Speaker placement guide

There are a few factors to take into consideration when deciding where best to place your sound system, each one unique to every room. Below are some rough guidelines to adhere to. We are happy to help guide you further; simply send us a description and/or photograph of your room—good advice is what you pay for being a proud Blumenstein owner.

Putting care into this decision can truly open up a new realm of performance in your speakers, and we encourage you to do some experimenting of your own when setting up your system.

General guidelines 

In an ideal setup, you want to have the speakers and listening position centered left-right in the room, keeping the left and right sides symmetrical. If there's an opening / doorway on one of the walls, if possible, set the system up so that the opening is behind where you listen in order to keep the left and right sides the same in the front half of the room.

Adding even a little bit of absorption at the side-wall reflection points will improve audio quality significantly. There's no need to dwell for too long on tracking down the most acoustically absorptive material as most anything will suffice—tapestries, canvases, pictures, etc. 


Orcas are meant to fit easily into your space: computer desks, bedrooms, living rooms, restaurants, and compact home and studio environments. Our more outgoing customers have used them as a car stereo, as an outdoor speaker system, and as a shop stereo. Their height is sized to be able to sit next to vinyl records on a shelf. Subwoofers can serve as speaker stands for a compact floor-standing arrangement to save space yet with all the benefits of the audiophile-quality sound they can produce.

Floor Stands also allow optimal setup of the Orcas when alone or with a single or a pair of subwoofers. This is an affordable option for those wanting full frequency response on a budget.

A pair of Orcas alone can also make very satisfying bass for most music listeners, especially for those in a small apartment, studio, cubical, or other environments that discourage the lowest bass notes that can potentially annoy neighbors. In that case, their lack of the lowest bass notes is an asset because they can be listened to at overall louder, more pleasing levels without bother.
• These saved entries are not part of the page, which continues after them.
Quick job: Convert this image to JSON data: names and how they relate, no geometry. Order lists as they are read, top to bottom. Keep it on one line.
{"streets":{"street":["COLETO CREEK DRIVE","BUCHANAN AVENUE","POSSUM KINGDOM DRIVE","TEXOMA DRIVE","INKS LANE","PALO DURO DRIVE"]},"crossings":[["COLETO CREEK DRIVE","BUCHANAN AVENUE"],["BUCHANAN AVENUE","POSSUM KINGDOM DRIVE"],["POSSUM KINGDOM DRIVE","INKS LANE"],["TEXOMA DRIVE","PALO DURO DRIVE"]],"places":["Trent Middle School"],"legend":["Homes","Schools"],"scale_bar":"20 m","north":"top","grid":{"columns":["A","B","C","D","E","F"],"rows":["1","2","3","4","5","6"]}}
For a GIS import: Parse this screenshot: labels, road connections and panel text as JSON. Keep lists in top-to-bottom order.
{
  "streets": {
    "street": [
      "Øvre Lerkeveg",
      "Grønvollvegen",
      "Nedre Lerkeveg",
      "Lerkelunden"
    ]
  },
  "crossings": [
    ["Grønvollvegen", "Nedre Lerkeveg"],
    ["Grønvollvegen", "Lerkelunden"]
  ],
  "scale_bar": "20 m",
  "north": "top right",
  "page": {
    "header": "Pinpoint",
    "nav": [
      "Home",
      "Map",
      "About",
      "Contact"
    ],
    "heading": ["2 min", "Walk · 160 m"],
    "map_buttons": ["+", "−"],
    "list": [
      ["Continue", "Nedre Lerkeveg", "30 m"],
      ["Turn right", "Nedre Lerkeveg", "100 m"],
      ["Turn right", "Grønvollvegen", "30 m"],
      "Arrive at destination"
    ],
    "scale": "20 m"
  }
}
The most observant listeners notice as well that quite a bit of break-in helps them to develop their final character and true abilities to sound beautiful at low or high volumes, which happens some time between 100-400 hours depending on use (although they will sound great right out of the box).  The main changes that takes place in the sound of an Orca, Marlin or Triton during breakin is more, better, and deeper bass to accompany the slowly blossoming midrange and ever smoother treble. 
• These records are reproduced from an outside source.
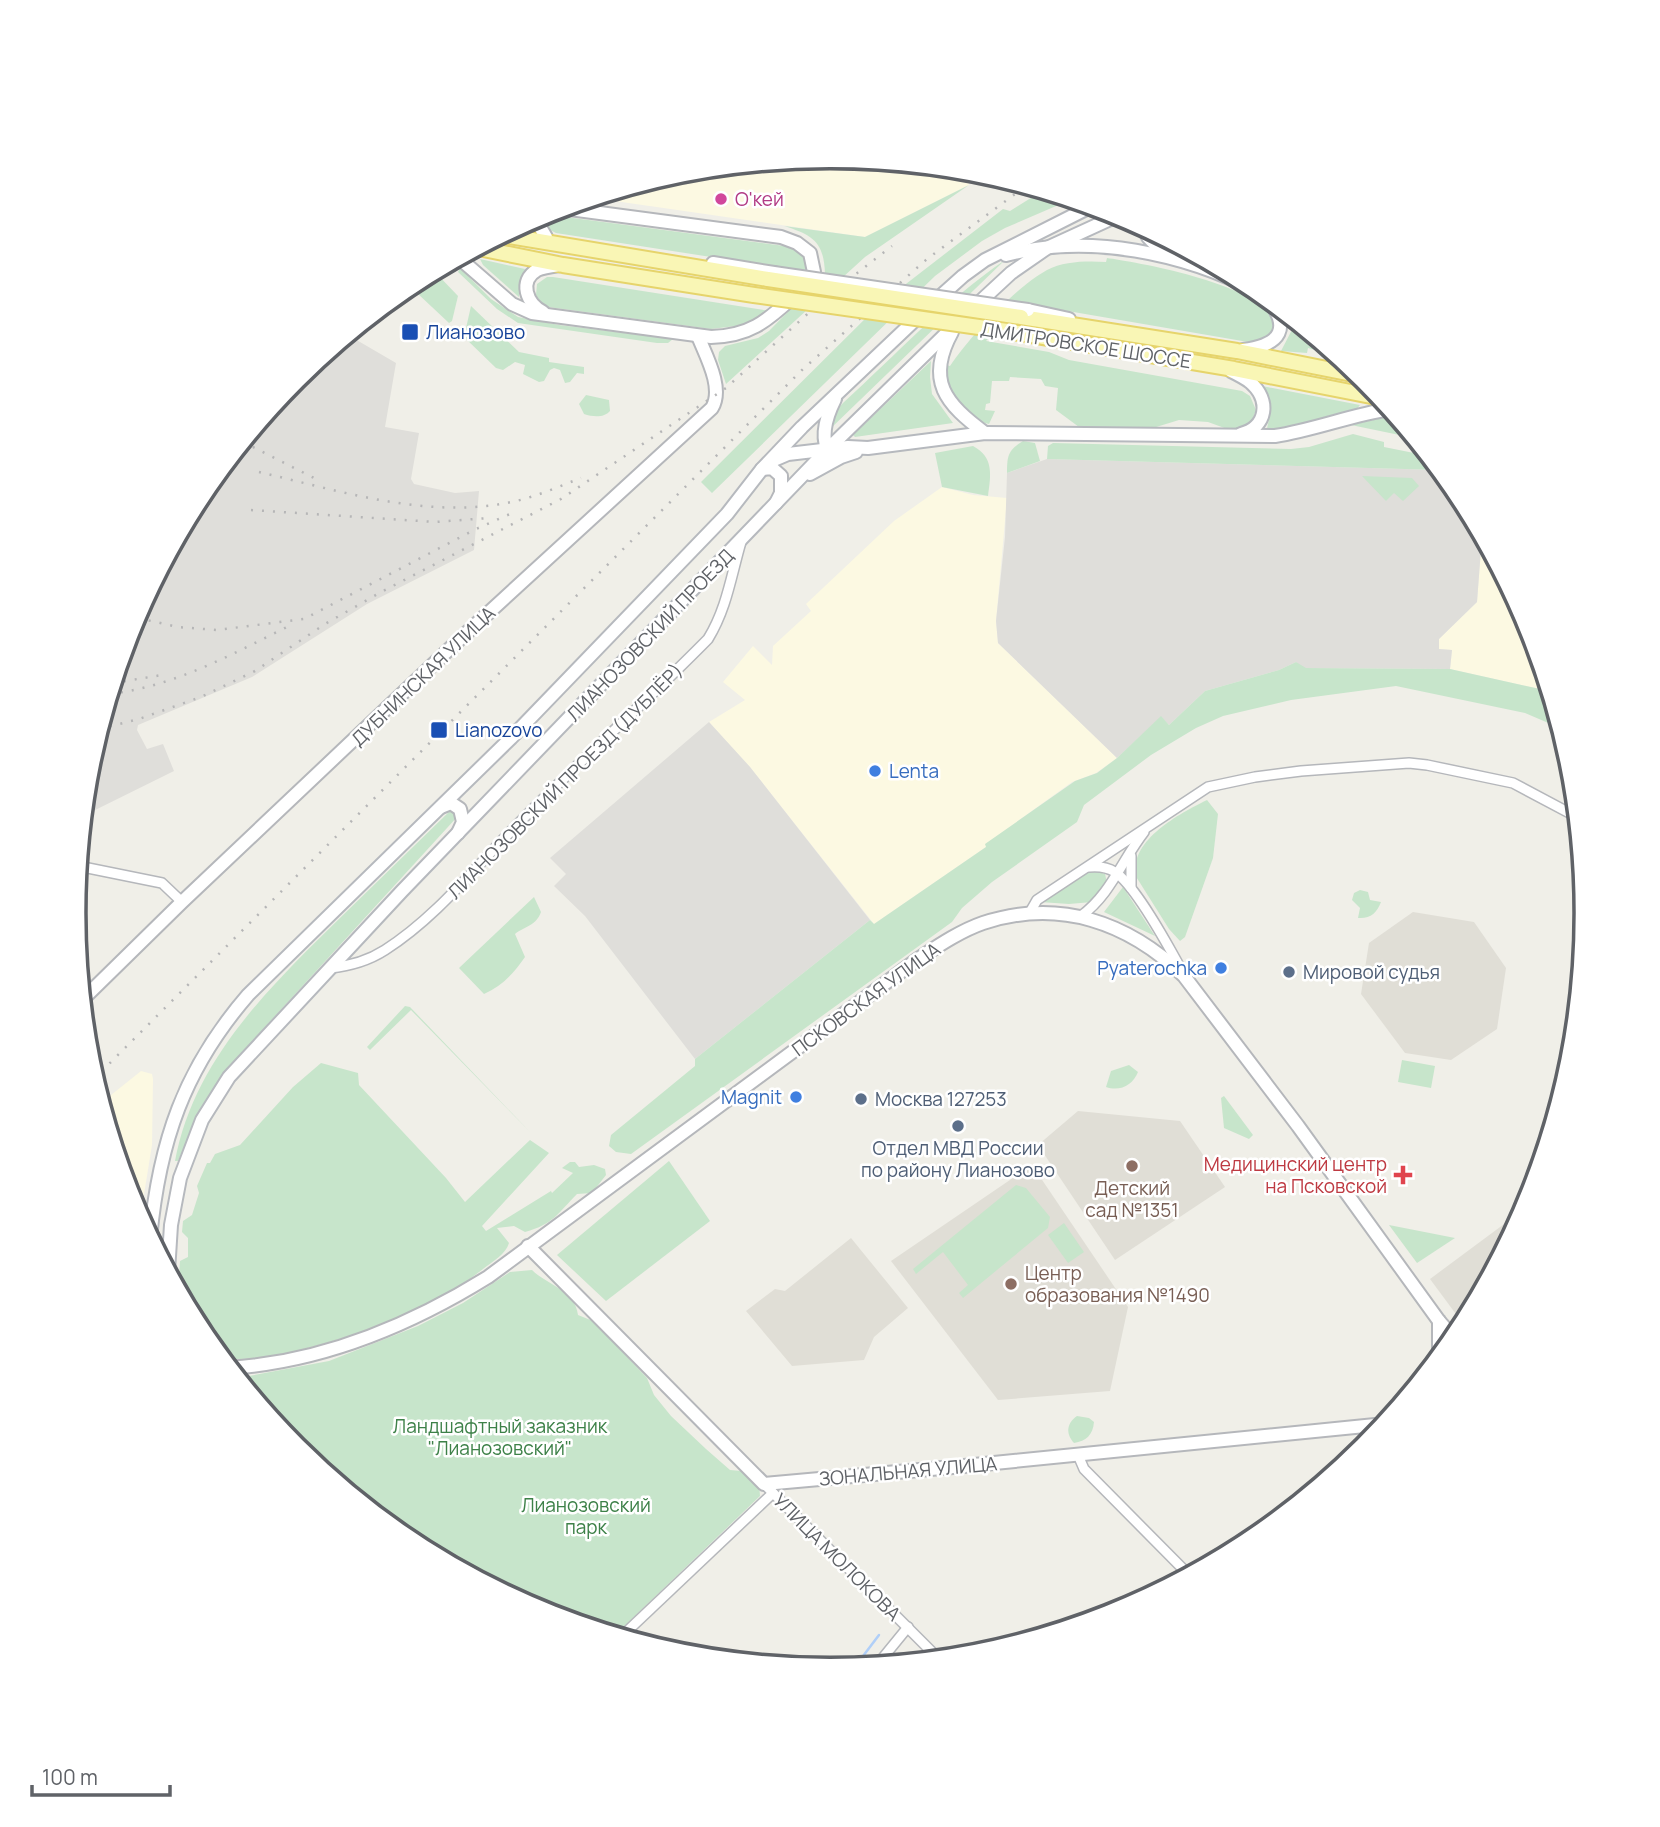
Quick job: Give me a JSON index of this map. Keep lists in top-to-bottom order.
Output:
{
  "streets": {
    "main road": ["ДМИТРОВСКОЕ ШОССЕ"],
    "street": [
      "ЛИАНОЗОВСКИЙ ПРОЕЗД",
      "ДУБНИНСКАЯ УЛИЦА",
      "ЛИАНОЗОВСКИЙ ПРОЕЗД (ДУБЛЁР)",
      "ПСКОВСКАЯ УЛИЦА",
      "ЗОНАЛЬНАЯ УЛИЦА",
      "УЛИЦА МОЛОКОВА"
    ]
  },
  "crossings": [
    ["ЛИАНОЗОВСКИЙ ПРОЕЗД", "ЛИАНОЗОВСКИЙ ПРОЕЗД (ДУБЛЁР)"],
    ["ЗОНАЛЬНАЯ УЛИЦА", "УЛИЦА МОЛОКОВА"]
  ],
  "parks": ["Ландшафтный заказник \"Лианозовский\"", "Лианозовский парк"],
  "places": {
    "other": [
      "О'кей",
      "Lenta",
      "Pyaterochka",
      "Мировой судья",
      "Magnit",
      "Москва 127253",
      "Отдел МВД России по району Лианозово",
      "Детский сад №1351",
      "Центр образования №1490"
    ],
    "transit": ["Лианозово", "Lianozovo"],
    "health": ["Медицинский центр на Псковской"]
  },
  "scale_bar": "100 m"
}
For those who want a richer, warmer and sort of a "vintage" sound, the speakers can be placed almost right up against the rear wall which will bloom the upper bass region somewhat and make the speakers feel like they are a part of the room itself. For those who'd prefer a balance between detail and warmth, the presence of this lower midrange and upper bass is fine tunable by the distance of the speakers from the rear wall and less so via the horizontal distance between the speakers and even a little less so, their distance off the ground.


Orcas can also be set up very successfully into a nearfield listening situation, an arrangement which makes the room reverberation time much longer than the time it takes for the speakers' sound to reach the listener directly. The brain filters out the room reverberation and is left with a more direct connection to the music that is akin (but arguably superior) to headphones. The difference is that speakers make tangible, emotive, and jaw dropping bass that can really affect you. In nearfield listening, the speakers and listener are arranged in an equilateral triangle and the speakers point directly at the listener's ears. The listening distance can be between several feet away to under a foot away from the speakers. Most important is that the speakers and listener are placed out in the middle of the room, away from walls and other surfaces to achieve the full clarity of the nearfield listening experience. When setting up on a desktop, consider adding a set of Desktop Stands to angle the drivers to the height of your ears.


Adding one of our subwoofers will allow you to enjoy a full frequency response and is very much recommended for those setting their speakers up in larger rooms or for those who enjoy listening to most modern music. 

The Benthic Bass Unit is a compact subwoofer, designed for maximum flexibility in regards to placement options. Ideally, a single subwoofer should be placed between your Orca Fullrange speakers; two subwoofers should be placed as close to each speaker as possible: underneath or side by side. 

If you need to place the Benthic Bass Unit on the floor, separated from your speakers, that is okay too, just be sure to keep it slightly behind or in line with the speakers and not in front of them.


The Triton was designed to be mounted on dedicated stands, or a stack of Benthic Bass Units networked into 4 pair arrangements with Octopus cables.  Given the larger size and musical presentation the Triton presents as compared to the Orca, a bit more space from side and rear walls will likely yield benefits in imaging and overall delicacy of the presentation.  However, this does not preclude them from traditional bookshelf placement in small rooms.  They will sound great wherever you put them.

In Large rooms: Since the Triton is a full sized speaker, even more space between each speaker and the side walls / rear wall may be needed to unleash their full potential. In the 16’ by 20’ listening space at our shop we have set them up to nice effect about 2’ from the back wall (as measured to the rear of the speaker) and at least 3’ from the sidewalls.